[gmx-users] Restarting crashed simulation

Ali Ahmed aa5635737 at gmail.com
Fri Nov 17 19:37:06 CET 2017


Hello GROMACS users
My MD simulation was crashed then I restarted the simulation from the point
when the point was written using this command on 64 processors: mpirun -np
64  mdrun_mpi -s md.tpr -cpi stat.cpt

After few days I got nothing in the folder usch as output.gro and I got the
following
_______________________________________________
Command line:
  mdrun_mpi -s md.tpr -cpi stat.cpt

Warning: No checkpoint file found with -cpi option.

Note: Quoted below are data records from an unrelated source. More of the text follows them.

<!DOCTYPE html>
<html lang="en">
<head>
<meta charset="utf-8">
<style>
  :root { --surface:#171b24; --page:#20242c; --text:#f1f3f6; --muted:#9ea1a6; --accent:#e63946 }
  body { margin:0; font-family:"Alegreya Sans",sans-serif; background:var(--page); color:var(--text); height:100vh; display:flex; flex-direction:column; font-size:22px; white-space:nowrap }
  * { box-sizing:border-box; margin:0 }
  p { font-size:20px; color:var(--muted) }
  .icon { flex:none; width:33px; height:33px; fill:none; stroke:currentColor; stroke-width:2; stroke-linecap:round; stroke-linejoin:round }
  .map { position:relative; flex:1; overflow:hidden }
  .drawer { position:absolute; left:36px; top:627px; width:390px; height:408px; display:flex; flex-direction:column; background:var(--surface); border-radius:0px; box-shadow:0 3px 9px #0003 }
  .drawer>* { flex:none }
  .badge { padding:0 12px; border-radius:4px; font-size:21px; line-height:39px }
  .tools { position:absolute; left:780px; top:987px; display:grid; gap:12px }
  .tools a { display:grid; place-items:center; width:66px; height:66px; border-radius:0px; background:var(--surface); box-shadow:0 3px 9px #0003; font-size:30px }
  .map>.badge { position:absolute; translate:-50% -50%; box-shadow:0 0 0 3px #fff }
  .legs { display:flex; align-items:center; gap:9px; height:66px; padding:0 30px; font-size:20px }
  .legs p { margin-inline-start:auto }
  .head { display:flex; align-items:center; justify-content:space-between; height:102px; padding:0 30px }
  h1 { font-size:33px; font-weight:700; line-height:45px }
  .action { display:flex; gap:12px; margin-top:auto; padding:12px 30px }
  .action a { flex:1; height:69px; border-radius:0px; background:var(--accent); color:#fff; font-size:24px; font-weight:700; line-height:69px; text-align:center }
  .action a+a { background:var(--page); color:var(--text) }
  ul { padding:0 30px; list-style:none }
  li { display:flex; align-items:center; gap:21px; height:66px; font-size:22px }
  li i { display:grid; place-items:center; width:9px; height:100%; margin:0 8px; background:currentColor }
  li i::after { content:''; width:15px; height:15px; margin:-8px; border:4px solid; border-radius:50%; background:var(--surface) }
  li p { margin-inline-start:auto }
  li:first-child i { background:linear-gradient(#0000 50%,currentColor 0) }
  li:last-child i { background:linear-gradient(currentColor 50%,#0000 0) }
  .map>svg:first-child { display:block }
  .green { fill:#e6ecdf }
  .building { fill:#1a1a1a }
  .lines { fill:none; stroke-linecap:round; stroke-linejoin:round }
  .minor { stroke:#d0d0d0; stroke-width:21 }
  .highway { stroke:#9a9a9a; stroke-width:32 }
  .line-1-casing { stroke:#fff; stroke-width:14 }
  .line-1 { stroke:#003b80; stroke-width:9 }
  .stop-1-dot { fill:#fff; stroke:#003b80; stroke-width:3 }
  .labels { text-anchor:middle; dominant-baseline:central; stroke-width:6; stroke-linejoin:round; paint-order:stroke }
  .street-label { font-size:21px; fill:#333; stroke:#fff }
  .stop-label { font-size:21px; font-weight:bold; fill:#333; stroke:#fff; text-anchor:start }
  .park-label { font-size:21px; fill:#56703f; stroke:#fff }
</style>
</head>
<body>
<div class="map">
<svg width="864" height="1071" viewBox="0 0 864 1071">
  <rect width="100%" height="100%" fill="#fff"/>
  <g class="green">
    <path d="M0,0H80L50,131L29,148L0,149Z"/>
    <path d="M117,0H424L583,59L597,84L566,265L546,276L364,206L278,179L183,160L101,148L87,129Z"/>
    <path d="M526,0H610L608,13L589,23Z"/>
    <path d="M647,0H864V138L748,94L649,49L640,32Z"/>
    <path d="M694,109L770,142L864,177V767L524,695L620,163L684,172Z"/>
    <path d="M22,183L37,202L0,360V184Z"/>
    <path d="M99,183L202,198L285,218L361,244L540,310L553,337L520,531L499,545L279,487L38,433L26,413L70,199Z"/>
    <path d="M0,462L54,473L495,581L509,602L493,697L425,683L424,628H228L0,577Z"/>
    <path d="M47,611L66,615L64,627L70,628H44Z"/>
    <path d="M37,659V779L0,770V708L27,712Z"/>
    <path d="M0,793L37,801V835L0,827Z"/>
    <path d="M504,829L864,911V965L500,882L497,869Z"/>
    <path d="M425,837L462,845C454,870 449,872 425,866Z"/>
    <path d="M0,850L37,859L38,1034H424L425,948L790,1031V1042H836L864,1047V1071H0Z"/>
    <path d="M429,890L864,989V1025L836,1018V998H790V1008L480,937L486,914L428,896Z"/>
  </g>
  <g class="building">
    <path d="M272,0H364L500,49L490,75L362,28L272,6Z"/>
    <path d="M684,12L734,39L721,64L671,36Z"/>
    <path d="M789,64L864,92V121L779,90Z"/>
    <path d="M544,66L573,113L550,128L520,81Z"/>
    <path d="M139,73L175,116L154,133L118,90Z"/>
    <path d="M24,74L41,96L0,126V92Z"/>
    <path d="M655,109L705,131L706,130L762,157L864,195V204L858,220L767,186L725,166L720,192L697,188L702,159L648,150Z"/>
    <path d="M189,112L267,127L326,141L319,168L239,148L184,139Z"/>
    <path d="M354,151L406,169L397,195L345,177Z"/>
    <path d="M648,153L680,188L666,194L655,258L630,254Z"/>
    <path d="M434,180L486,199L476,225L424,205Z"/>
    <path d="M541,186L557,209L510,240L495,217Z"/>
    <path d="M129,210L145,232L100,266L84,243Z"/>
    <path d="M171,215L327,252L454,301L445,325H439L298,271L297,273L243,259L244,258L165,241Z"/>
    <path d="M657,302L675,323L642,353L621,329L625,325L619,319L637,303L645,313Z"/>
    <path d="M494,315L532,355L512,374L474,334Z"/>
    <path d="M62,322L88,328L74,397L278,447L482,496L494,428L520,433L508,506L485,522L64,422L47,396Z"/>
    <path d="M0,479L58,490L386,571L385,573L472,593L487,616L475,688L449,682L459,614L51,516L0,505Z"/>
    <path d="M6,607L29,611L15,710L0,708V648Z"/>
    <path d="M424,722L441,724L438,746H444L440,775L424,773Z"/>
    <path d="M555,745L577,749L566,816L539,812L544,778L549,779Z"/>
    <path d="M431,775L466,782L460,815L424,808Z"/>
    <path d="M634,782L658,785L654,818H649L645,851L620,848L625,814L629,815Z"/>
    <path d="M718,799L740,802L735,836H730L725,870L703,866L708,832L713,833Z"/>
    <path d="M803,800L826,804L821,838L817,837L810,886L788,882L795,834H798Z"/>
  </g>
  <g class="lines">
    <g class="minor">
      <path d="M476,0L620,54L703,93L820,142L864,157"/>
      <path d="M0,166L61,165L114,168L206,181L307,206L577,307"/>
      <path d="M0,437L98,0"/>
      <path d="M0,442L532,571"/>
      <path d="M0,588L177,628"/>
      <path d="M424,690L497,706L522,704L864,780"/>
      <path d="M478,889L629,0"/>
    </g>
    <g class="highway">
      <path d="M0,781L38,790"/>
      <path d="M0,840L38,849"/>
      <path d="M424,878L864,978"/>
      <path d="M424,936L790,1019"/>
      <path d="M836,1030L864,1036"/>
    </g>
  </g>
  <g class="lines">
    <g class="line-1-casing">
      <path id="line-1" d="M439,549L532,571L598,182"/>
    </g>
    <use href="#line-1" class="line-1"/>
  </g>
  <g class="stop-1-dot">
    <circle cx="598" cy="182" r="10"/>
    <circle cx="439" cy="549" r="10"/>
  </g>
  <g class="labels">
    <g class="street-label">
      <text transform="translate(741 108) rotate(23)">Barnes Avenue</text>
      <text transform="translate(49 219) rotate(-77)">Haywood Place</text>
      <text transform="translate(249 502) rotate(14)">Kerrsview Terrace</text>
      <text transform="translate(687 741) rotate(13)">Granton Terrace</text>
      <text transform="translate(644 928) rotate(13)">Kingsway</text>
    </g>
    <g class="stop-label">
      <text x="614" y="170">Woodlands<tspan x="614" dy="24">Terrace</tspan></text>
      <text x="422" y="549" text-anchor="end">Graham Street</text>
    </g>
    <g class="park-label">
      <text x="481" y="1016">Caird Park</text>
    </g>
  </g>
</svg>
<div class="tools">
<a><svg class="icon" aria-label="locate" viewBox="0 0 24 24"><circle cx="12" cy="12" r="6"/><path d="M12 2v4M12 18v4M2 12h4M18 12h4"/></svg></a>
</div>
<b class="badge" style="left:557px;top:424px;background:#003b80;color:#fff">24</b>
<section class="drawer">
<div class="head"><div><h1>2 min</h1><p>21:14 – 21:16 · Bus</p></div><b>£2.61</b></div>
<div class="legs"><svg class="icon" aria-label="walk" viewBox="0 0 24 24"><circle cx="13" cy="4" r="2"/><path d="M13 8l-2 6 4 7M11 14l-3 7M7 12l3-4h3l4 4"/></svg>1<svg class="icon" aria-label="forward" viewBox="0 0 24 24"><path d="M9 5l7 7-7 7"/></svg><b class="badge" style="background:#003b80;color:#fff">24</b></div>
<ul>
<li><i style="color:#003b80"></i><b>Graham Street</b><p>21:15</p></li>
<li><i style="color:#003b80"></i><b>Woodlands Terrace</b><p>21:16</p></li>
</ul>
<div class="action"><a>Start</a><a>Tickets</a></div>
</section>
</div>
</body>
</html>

Assuming this is a new
run.


Back Off! I just backed up md.log to ./#md.log.2#

Running on 4 nodes with total 64 cores, 64 logical cores
  Cores per node:           16
  Logical cores per node:   16
Hardware detected on host compute-2-27.local (the node of MPI rank 0):
  CPU info:
    Vendor: Intel
    Brand:  Intel(R) Xeon(R) CPU E5-2670 0 @ 2.60GHz
    SIMD instructions most likely to fit this hardware: AVX_256
    SIMD instructions selected at GROMACS compile time: AVX_256

  Hardware topology: Basic

Reading file md.tpr, VERSION 2016.3 (single precision)
Changing nstlist from 10 to 40, rlist from 1 to 1.003

Will use 48 particle-particle and 16 PME only ranks
This is a guess, check the performance at the end of the log file
Using 64 MPI processes
Using 1 OpenMP thread per MPI process

Non-default thread affinity set probably by the OpenMP library,
disabling internal thread affinity
WARNING: This run will generate roughly 50657 Mb of data

starting mdrun 'Molecular Dynamics'
25000000 steps,  50000.0 ps.

step 888000 Turning on dynamic load balancing, because the performance loss
due to load imbalance is 8.7 %.
step 930400 Turning off dynamic load balancing, because it is degrading
performance.
step 1328000 Turning on dynamic load balancing, because the performance
loss due to load imbalance is 3.4 %.
step 1328800 Turning off dynamic load balancing, because it is degrading
performance.
step 1336000 Turning on dynamic load balancing, because the performance
loss due to load imbalance is 3.4 %.
step 1338400 Turning off dynamic load balancing, because it is degrading
performance.
step 1340000 Will no longer try dynamic load balancing, as it degraded
performance.
Writing final coordinates.
 Average load imbalance: 13.2 %
 Part of the total run time spent waiting due to load imbalance: 7.5 %
 Average PME mesh/force load: 1.077
 Part of the total run time spent waiting due to PP/PME imbalance: 4.1 %

NOTE: 7.5 % of the available CPU time was lost due to load imbalance
      in the domain decomposition.
      You might want to use dynamic load balancing (option -dlb.)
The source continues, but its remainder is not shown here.